I am very lucky to have learnt how to practice the Yoga Asanas from Mary Stewart who learnt from Vanda Scaravelli. These two women, prophetic in their field, were inspired to re-interpret and make contemporary the teaching they received from Iyengar, Desikachar and Krishnamacharya. From them I have learnt that gravity is the teacher and guide when you practice. Force and a sense of fixing or conquering the body are never helpful. They only ever succeed in distancing you from your self, your body and the environment. So when you are in class, or are setting time aside to explore allow a gentle, precise, relaxed, clear, strong and empathetically contagious sense of delighting in movement and rest; in structure and flow; to be the context for your practice.
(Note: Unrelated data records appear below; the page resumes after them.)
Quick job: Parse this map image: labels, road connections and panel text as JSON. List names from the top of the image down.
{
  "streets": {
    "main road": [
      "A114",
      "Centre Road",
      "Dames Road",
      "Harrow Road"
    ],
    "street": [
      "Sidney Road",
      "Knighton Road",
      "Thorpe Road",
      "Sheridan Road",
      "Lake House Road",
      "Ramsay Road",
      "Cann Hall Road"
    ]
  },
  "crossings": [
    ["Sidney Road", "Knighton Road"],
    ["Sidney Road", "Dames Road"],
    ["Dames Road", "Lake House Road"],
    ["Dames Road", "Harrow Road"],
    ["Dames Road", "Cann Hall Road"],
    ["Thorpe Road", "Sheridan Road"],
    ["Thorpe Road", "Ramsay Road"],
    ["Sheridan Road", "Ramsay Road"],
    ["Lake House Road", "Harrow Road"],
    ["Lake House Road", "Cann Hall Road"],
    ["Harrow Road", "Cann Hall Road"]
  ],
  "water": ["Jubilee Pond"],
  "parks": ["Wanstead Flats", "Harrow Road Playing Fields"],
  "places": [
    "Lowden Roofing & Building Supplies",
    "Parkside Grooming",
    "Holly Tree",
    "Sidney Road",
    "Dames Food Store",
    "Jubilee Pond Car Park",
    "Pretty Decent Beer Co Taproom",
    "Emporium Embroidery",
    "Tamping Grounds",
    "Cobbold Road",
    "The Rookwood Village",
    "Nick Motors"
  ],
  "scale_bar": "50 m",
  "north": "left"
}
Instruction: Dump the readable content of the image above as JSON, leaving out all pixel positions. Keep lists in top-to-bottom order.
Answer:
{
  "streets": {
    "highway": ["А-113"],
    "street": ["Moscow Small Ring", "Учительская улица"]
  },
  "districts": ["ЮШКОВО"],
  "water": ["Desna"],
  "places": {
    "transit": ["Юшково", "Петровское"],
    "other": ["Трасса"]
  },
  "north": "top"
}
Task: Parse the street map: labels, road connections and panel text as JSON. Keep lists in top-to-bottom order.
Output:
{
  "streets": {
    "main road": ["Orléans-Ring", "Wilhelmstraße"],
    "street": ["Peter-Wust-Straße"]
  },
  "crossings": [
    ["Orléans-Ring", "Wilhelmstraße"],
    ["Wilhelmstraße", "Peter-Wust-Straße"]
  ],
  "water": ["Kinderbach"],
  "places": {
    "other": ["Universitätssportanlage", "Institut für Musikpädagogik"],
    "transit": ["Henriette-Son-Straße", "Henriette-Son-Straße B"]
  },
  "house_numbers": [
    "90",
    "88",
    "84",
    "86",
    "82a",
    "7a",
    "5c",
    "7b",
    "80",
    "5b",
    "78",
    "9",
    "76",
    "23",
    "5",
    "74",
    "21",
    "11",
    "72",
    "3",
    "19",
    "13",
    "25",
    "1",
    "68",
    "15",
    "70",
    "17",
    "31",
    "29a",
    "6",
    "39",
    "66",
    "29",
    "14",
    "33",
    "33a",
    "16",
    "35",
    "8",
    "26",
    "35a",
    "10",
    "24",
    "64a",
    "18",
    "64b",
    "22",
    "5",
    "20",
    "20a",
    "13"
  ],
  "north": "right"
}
In this way you will learn to release and orient within your body as and towards the ground which under-stands you as well as to stabilise and flow out into the pleasure of space and time and the world with its relationships around you. Movement, posture, gesture and breath are friends that are always with you. If followed and listened to they reveal a way of not efforting and of discovering where the whole system is already trying to go in gravity. Hatha (Sanscrit for sun and moon) Yoga is the ‘body’ aspect of Yoga. It is about learning to respect and make friends with this vehicle and container – our body. Jnana (Sanscrit – wisdom) Yoga is the yoga of meditation or making friends with the patterns of the mind and tracing the mind to silence.

The yoga positions, or asanas (Sanscrit – a position that can be held with steadiness and ease), are a system of movement explorations that involve frontbending, backbending, twists, balances and inverted poses which are explored in lying, sitting and standing. These movements are learned over a period of time and step by step along a gradation of variations that take one deeper into the body and an understanding of the fabric of the body in its relationship to breath and gravity.

These yoga asanas are really ‘movement questions’ that one explores rather than ‘answers’ that one puts on the body. These movement questions give us a chance to explore the potential of the body while allowing its self-regulating capacity to heal what needs healing. This is integration.